'''
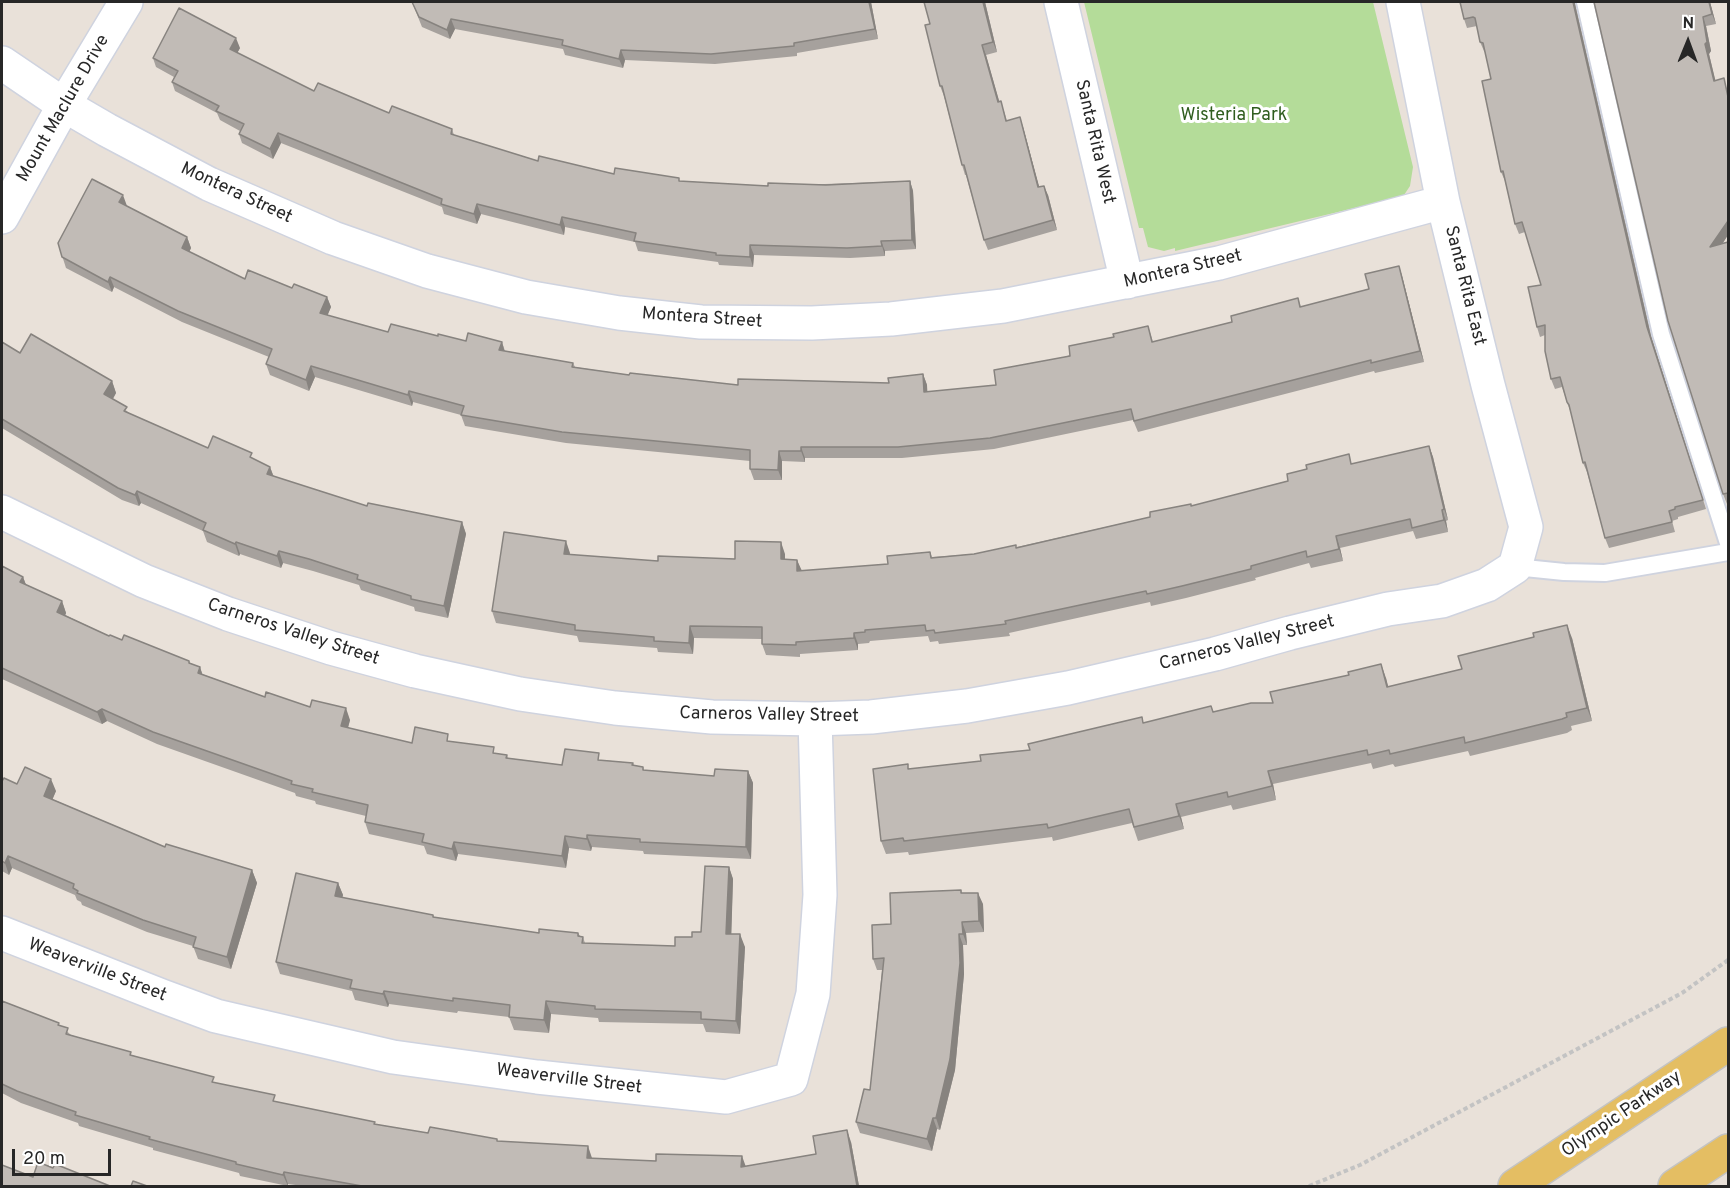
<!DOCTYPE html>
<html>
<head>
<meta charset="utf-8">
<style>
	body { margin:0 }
	#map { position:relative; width:1730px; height:1188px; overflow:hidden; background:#e9e1d9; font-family:Overpass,sans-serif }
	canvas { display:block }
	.frame { position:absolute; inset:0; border:3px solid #272727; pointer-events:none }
	.north { position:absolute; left:1658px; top:12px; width:60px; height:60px; -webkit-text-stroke:4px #fff; paint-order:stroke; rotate:1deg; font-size:16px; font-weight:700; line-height:24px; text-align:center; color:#272727 }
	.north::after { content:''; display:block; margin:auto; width:21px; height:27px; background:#272727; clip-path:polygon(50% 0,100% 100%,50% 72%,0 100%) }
	.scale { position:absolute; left:12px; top:1149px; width:99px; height:27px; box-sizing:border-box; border:3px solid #272727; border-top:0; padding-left:8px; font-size:18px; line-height:21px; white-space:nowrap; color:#272727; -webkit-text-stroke:4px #fff; paint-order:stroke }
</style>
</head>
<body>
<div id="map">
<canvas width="1730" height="1188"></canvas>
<div class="frame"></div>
<div class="north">N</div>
<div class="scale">20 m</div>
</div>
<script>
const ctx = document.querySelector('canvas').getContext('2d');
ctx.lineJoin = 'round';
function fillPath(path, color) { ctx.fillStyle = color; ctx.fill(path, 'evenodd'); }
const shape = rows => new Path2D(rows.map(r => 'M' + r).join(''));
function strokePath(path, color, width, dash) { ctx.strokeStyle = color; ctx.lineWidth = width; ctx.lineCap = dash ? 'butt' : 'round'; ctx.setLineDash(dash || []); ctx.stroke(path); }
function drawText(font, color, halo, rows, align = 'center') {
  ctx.font = font + ' Overpass,sans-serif'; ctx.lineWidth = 6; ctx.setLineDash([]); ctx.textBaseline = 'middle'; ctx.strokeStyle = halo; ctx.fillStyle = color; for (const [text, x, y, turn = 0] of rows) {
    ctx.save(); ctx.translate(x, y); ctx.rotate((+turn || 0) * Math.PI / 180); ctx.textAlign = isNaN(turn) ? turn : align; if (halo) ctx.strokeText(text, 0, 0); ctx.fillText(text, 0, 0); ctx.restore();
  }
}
fillPath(shape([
	[1084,2,1373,2,1413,167,1410,186,1404,195,1388,200,1175,251,1175,248,1164,251,1148,247,1143,228,1139,228]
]), '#b4dc99');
const lane = shape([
	[1585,2,1661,334,1728,543],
	[1515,567,1564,572,1605,573,1728,552]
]);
const street = shape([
	[1061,2,1127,282],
	[2,63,64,105,107,130,209,184,333,238,427,271,526,297,619,313,701,322,812,323,891,319,1003,306,1219,263,1443,202],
	[2,217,64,105,126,2],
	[2,512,144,581,228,614,331,648,415,671,520,694,615,708,712,717,815,719,871,717,967,706,1068,688,1215,654,1290,633,1388,609,1442,601,1487,585,1515,567,1526,527,1488,385,1443,202,1403,2],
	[2,933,162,996,216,1016,246,1023,393,1057,537,1077,726,1097,791,1079,813,994,820,895,815,719]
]);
const primary = shape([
	[1515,1186,1728,1044],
	[1675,1186,1728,1151]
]);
strokePath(lane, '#cfd3df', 20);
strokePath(street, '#cfd3df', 36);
strokePath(primary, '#c3c3c3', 36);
strokePath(shape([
	[1309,1186,1360,1165,1682,993,1728,960]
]), '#c3c3c3', 4, [4.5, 3]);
strokePath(lane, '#fff', 16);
strokePath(street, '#fff', 33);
strokePath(primary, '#e4be63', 33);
fillPath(shape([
	[412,2,871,2,878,39,797,53,797,56,715,64,625,60,623,68,565,55,563,49,455,29,450,39,422,27],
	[924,2,988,2,985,2,997,52,986,55,999,101,1004,111,1007,121,1023,127,1039,187,1048,195,1057,230,988,250,984,240,966,175,965,175,962,165,944,96,940,86,930,24],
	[1460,2,1575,4,1651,336,1706,509,1678,517,1678,519,1672,521,1675,532,1609,548,1605,538,1587,472,1583,463,1571,413,1567,402,1562,387,1555,389,1551,379,1545,335,1540,337,1537,327,1541,285,1525,232,1519,234,1515,224,1505,181,1501,172,1491,79,1485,52,1484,51,1480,42,1477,26,1467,28,1464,19],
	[1594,2,1710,2,1716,24,1706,26,1711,51,1709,54,1715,80,1727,88,1728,235,1723,243,1728,242,1728,503,1727,504,1723,494],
	[240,48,237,53,314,91,389,113,452,129,454,135,538,161,614,174,680,181,768,186,910,181,913,191,916,249,885,251,885,256,850,258,754,255,753,267,719,265,718,262,638,251,635,242,565,227,564,235,481,214,477,224,444,214,442,207,281,143,273,159,242,143,239,134,240,131,220,120,217,113,175,91,172,82,174,77,156,67,153,58],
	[127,206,187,237,191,248,189,252,245,279,292,288,327,297,331,307,327,315,388,332,438,336,466,341,502,342,505,351,573,363,575,367,629,375,738,385,889,383,923,374,927,385,927,392,996,385,1114,337,1148,326,1153,342,1232,322,1298,298,1301,307,1369,289,1399,266,1402,276,1424,362,1375,373,1374,371,1138,432,1133,420,994,449,902,458,805,458,805,462,782,461,782,480,754,480,750,469,750,461,566,443,465,426,461,415,413,402,412,406,315,377,309,391,270,375,266,364,269,357,182,322,114,287,112,292,66,268,58,243],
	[2,342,20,353,112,381,116,393,113,399,129,413,208,448,255,460,270,467,274,477,367,506,462,522,466,534,448,618,415,611,414,607,361,590,359,585,313,571,283,563,281,568,240,554,239,556,207,542,203,531,141,503,139,506,122,500,2,428],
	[1429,446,1433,457,1448,520,1446,521,1448,532,1416,539,1413,531,1340,548,1343,561,1311,568,1309,563,1255,578,1256,580,1186,598,1151,606,1150,602,1009,633,1010,636,939,644,938,641,930,642,928,636,870,641,869,643,858,644,858,650,800,654,800,657,766,655,762,644,762,639,694,638,693,654,658,652,657,648,579,642,577,636,496,623,492,611,570,553,569,555,658,561,735,559,785,554,785,559,797,560,801,571,888,564,930,552,932,557,974,554,1017,547,1150,517,1352,464],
	[2,566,23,577,26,585,62,601,66,613,65,615,109,636,189,661,190,663,200,667,202,674,265,697,310,707,350,720,348,728,412,743,451,741,496,754,507,755,508,758,562,765,602,760,633,763,634,765,643,767,644,770,714,776,748,771,753,783,751,859,644,854,643,851,592,847,591,851,569,848,566,868,458,854,456,861,427,854,424,846,369,834,365,822,366,816,316,804,315,801,296,796,295,793,157,744,107,721,102,724,2,679],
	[1572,638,1592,721,1571,726,1572,730,1567,733,1470,756,1468,751,1395,767,1393,764,1373,769,1371,763,1273,784,1276,800,1233,810,1231,805,1181,817,1184,829,1138,841,1132,823,1053,841,1052,837,909,855,908,852,886,854,881,841,910,769,981,761,1144,723,1273,703,1386,678,1388,687,1462,669],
	[2,781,56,791,52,799,165,847,252,870,257,883,231,969,198,959,193,946,147,932,82,905,81,902,77,900,75,895,12,868,9,875,2,871],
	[729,867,733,879,731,934,745,947,740,1034,706,1032,703,1024,599,1022,598,1018,551,1014,549,1033,514,1030,509,1017,458,1011,457,1013,389,1004,388,1007,355,1000,352,991,280,974,276,962,338,883,343,895,342,898,433,915,434,917,539,933,578,933,580,936,583,937,585,943,675,946,701,932],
	[961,890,962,893,983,904,984,932,966,933,967,945,963,945,964,974,955,1070,940,1130,937,1129,932,1151,860,1133,856,1122,870,1090,882,970,877,970,873,959,891,924],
	[2,1000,2,1001,60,1025,71,1035,216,1083,277,1102,375,1122,375,1124,428,1133,498,1141,592,1158,746,1167,816,1154,851,1142,859,1186,303,1186,288,1184,288,1186,240,1176,239,1173,153,1150,153,1148,79,1126,78,1123,21,1103,2,1093]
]), '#a6a19d');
fillPath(shape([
	[869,2,871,2,878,39,875,29],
	[983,2,985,2,997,52,993,42],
	[1573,2,1575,2,1575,4,1651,336,1706,509,1647,327],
	[1709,2,1710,2,1716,24,1712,14],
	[1703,17,1706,26,1711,51,1709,54,1718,91,1714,81,1705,44],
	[451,19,455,29,450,39,447,30],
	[236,38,240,48,234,59,230,49],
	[982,45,986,55,1002,111,998,102],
	[621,50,625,60,623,68,619,59],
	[1020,117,1023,127,1042,197,1038,187],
	[278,133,281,143,273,159,270,149],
	[910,181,913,191,916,249,912,240],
	[1044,186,1048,195,1057,230,1053,220],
	[123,195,127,206,119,202],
	[477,204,481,214,477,224,474,214],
	[562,217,565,227,564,235,560,225],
	[1728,221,1728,235,1714,256,1710,247],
	[187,237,191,248,186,259,182,248],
	[881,241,885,251,885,256,882,246],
	[750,245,754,255,753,267,750,257],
	[1399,266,1402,276,1424,362,1420,351],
	[110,277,114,287,112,292,108,282],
	[327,297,331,307,324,324,320,313],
	[502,342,505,353,499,350],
	[311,366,315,377,309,391,306,380],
	[923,374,927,385,928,403,924,392],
	[112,381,116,393,109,405,104,394],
	[409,391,413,402,412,406,408,395],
	[1429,446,1433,457,1448,520,1444,509],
	[801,447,805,458,805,462,801,451],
	[779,451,782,461,782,480,778,470],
	[270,467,274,478,267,474],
	[137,491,141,503,139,506,135,495],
	[1442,510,1446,521,1448,532,1444,520],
	[462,522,466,534,448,618,444,606],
	[1336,536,1340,548,1343,561,1339,549],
	[566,541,570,553,568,566,564,554],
	[236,542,240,554,239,556,235,544],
	[781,542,785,554,785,571,781,559],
	[279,551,283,563,281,568,277,556],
	[797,560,802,571,797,571],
	[23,577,28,590,20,582],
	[62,601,66,613,62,624,57,612],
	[1567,625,1572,638,1592,721,1587,708],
	[690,626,694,638,693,654,689,643],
	[854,633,858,644,858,650,854,638],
	[1381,664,1386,678,1392,701,1387,687],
	[200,667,204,679,198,673],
	[346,708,350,720,345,738,341,726],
	[102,709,107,721,102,724,97,712],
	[748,771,753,783,751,859,746,847],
	[1268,771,1273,784,1276,800,1272,786],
	[51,779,56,791,49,808,44,796],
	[1176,804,1181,817,1184,829,1179,816],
	[587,835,592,847,591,851,587,839],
	[565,836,569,848,566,868,562,856],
	[454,842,458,854,456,861,452,849],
	[8,856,12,868,9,875,5,863],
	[729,867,733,879,731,946,726,934],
	[252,870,257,883,231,969,227,957],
	[338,883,343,895,339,909,335,896],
	[978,893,983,904,984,932,979,921],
	[962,922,966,933,967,945,963,934],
	[740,934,745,947,740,1034,736,1021],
	[959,934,963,945,964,974,955,1070,940,1130,936,1118],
	[384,991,389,1004,388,1007,383,994],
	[546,1001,551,1014,549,1033,544,1020],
	[933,1118,937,1129,932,1151,927,1139],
	[847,1130,851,1142,859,1186,857,1186],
	[588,1146,592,1158,587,1158],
	[742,1156,746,1167,741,1167],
	[284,1172,288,1184,288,1186,283,1175]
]), '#87837f');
const building = shape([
	[412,2,869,2,875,29,794,43,794,46,711,54,621,50,619,59,562,45,563,40,451,19,447,30,419,17,412,2],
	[924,2,983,2,993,42,982,45,998,102,1001,101,1006,121,1020,117,1038,187,1044,186,1053,220,984,240,964,165,962,165,942,86,940,86,925,25,930,24,924,2],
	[1460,2,1573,2,1647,327,1703,500,1675,507,1675,509,1669,511,1672,522,1605,538,1585,462,1583,463,1569,405,1567,402,1560,377,1551,379,1545,351,1545,325,1537,327,1528,287,1541,285,1522,222,1515,224,1503,171,1501,172,1482,81,1491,79,1483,43,1480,42,1475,18,1473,17,1464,19,1460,2],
	[1594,2,1709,2,1712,14,1703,17,1707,42,1705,44,1714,81,1724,78,1728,97,1728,221,1710,247,1728,242,1728,493,1723,494,1668,321,1594,2],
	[179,8,236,38,230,49,314,91,318,83,389,113,392,106,452,129,451,134,538,161,539,156,614,174,615,168,679,178,679,181,768,186,768,183,826,185,910,181,912,240,881,241,882,246,847,248,750,245,750,257,716,255,716,253,634,241,636,233,562,217,560,225,477,204,474,214,441,204,442,199,278,133,270,149,239,134,244,124,216,111,219,106,172,82,178,71,153,58,179,8],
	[92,179,123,195,119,202,187,237,182,248,245,279,248,270,292,288,294,284,327,297,320,313,388,332,391,324,438,336,438,334,466,341,468,333,502,342,499,350,573,363,572,367,629,375,630,373,738,385,738,379,889,383,888,378,923,374,924,392,996,385,994,370,1070,356,1069,346,1114,337,1113,334,1148,326,1152,342,1232,322,1231,316,1298,298,1300,307,1369,289,1365,274,1399,266,1420,351,1371,363,1371,360,1134,421,1131,409,990,438,898,447,801,447,801,451,779,451,778,470,750,469,750,450,562,432,461,415,464,406,409,391,408,395,311,366,306,380,266,364,272,349,178,311,110,277,108,282,62,257,58,243,92,179],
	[31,334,112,381,104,394,127,407,124,411,208,448,213,436,252,453,250,457,270,467,267,474,367,506,368,503,462,522,444,606,411,599,411,596,357,579,358,575,309,559,279,551,277,556,236,542,235,544,203,530,206,523,137,491,135,495,118,488,2,419,2,342,20,353,31,334],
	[1429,446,1444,509,1442,510,1444,520,1412,528,1410,519,1336,536,1339,549,1307,557,1306,551,1251,566,1251,569,1182,586,1147,594,1146,591,1005,621,1006,624,935,633,934,630,926,631,925,625,865,630,865,632,854,633,854,638,796,642,796,645,762,644,762,627,690,626,689,643,654,641,654,637,575,630,575,625,492,611,504,532,566,541,564,554,658,561,658,556,735,559,735,541,781,542,781,559,797,560,797,571,888,564,887,556,930,552,931,558,974,554,1016,545,1016,548,1150,517,1150,512,1191,504,1191,506,1288,481,1287,474,1307,469,1306,465,1349,454,1351,464,1429,446],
	[2,566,23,577,20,582,62,601,57,612,109,636,110,635,122,640,124,635,189,661,189,663,200,667,198,673,265,697,266,692,310,707,312,700,346,708,341,726,412,743,415,727,448,734,447,741,494,747,493,753,507,755,506,758,562,765,565,749,599,753,598,760,633,763,632,765,643,767,643,770,714,776,715,769,748,771,746,847,640,842,640,839,587,835,587,839,565,836,562,856,454,842,452,849,422,842,424,834,365,822,368,805,312,792,313,789,291,784,292,781,153,732,102,709,97,712,2,668,2,566],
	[1567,625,1587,708,1566,713,1567,717,1562,719,1465,743,1464,737,1390,754,1389,750,1368,755,1367,750,1268,771,1272,786,1228,797,1227,792,1176,804,1179,816,1134,827,1129,809,1048,828,1047,824,904,841,903,838,881,841,873,769,908,764,908,769,981,761,980,755,1030,750,1028,744,1142,717,1143,723,1211,706,1213,712,1251,703,1273,703,1270,692,1349,675,1348,672,1381,664,1387,687,1462,669,1458,656,1534,637,1533,633,1567,625],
	[25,767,51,779,44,796,165,847,166,844,252,870,227,957,193,947,196,937,143,920,77,893,78,891,73,888,74,884,8,856,5,863,2,861,2,781,4,778,17,784,25,767],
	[705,866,729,867,726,934,740,934,736,1021,701,1019,701,1012,595,1009,595,1006,546,1001,544,1020,509,1017,510,1005,453,998,453,1001,384,991,383,994,350,988,352,980,276,962,296,873,338,883,335,896,433,915,433,917,539,933,539,929,578,933,578,936,583,937,582,943,675,946,675,937,692,937,692,932,701,932,705,866],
	[961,890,961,893,978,893,979,921,962,922,963,934,959,934,960,963,950,1059,936,1118,933,1118,927,1139,856,1122,864,1089,870,1090,884,958,873,959,872,925,891,924,890,893,961,890],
	[2,1001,59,1023,58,1025,68,1028,66,1034,131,1052,130,1055,214,1077,212,1082,275,1095,273,1101,375,1122,374,1124,428,1133,430,1127,497,1139,497,1141,588,1146,587,1158,656,1161,656,1154,742,1156,741,1167,816,1154,813,1136,847,1130,857,1186,362,1186,284,1172,283,1175,236,1164,236,1162,149,1139,150,1137,75,1115,76,1112,17,1091,2,1084,2,1001],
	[38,1162,53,1168,55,1164,110,1186,2,1186,2,1165,33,1177,38,1162],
	[133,1181,147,1186,131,1186,133,1181]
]);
fillPath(building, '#c1bbb6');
strokePath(building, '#87837f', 1.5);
drawText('18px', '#272727', '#fff', [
	["Mount Maclure Drive",64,109,-60],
	["Santa Rita West",1094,142,77],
	["Montera Street",236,194,25],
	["Montera Street",1183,270,-13],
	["Santa Rita East",1464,286,76],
	["Montera Street",702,319,4],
	["Carneros Valley Street",293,633,18],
	["Carneros Valley Street",1247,644,-14],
	["Carneros Valley Street",769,716,1],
	["Weaverville Street",97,971,21],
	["Weaverville Street",569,1080,7],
	["Olympic Parkway",1622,1115,-34]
]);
drawText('18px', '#2f5d1e', '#fff', [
	["Wisteria Park",1234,116]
]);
</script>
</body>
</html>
'''
The reply should hold the lines from the top of the records through the line containing "const ctx = document.querySelector('canvas').getContext('2d');", reproduced exactly, and no pictures.

▶ Solved exercise
<!DOCTYPE html>
<html>
<head>
<meta charset="utf-8">
<style>
	body { margin:0 }
	#map { position:relative; width:1730px; height:1188px; overflow:hidden; background:#e9e1d9; font-family:Overpass,sans-serif }
	canvas { display:block }
	.frame { position:absolute; inset:0; border:3px solid #272727; pointer-events:none }
	.north { position:absolute; left:1658px; top:12px; width:60px; height:60px; -webkit-text-stroke:4px #fff; paint-order:stroke; rotate:1deg; font-size:16px; font-weight:700; line-height:24px; text-align:center; color:#272727 }
	.north::after { content:''; display:block; margin:auto; width:21px; height:27px; background:#272727; clip-path:polygon(50% 0,100% 100%,50% 72%,0 100%) }
	.scale { position:absolute; left:12px; top:1149px; width:99px; height:27px; box-sizing:border-box; border:3px solid #272727; border-top:0; padding-left:8px; font-size:18px; line-height:21px; white-space:nowrap; color:#272727; -webkit-text-stroke:4px #fff; paint-order:stroke }
</style>
</head>
<body>
<div id="map">
<canvas width="1730" height="1188"></canvas>
<div class="frame"></div>
<div class="north">N</div>
<div class="scale">20 m</div>
</div>
<script>
const ctx = document.querySelector('canvas').getContext('2d');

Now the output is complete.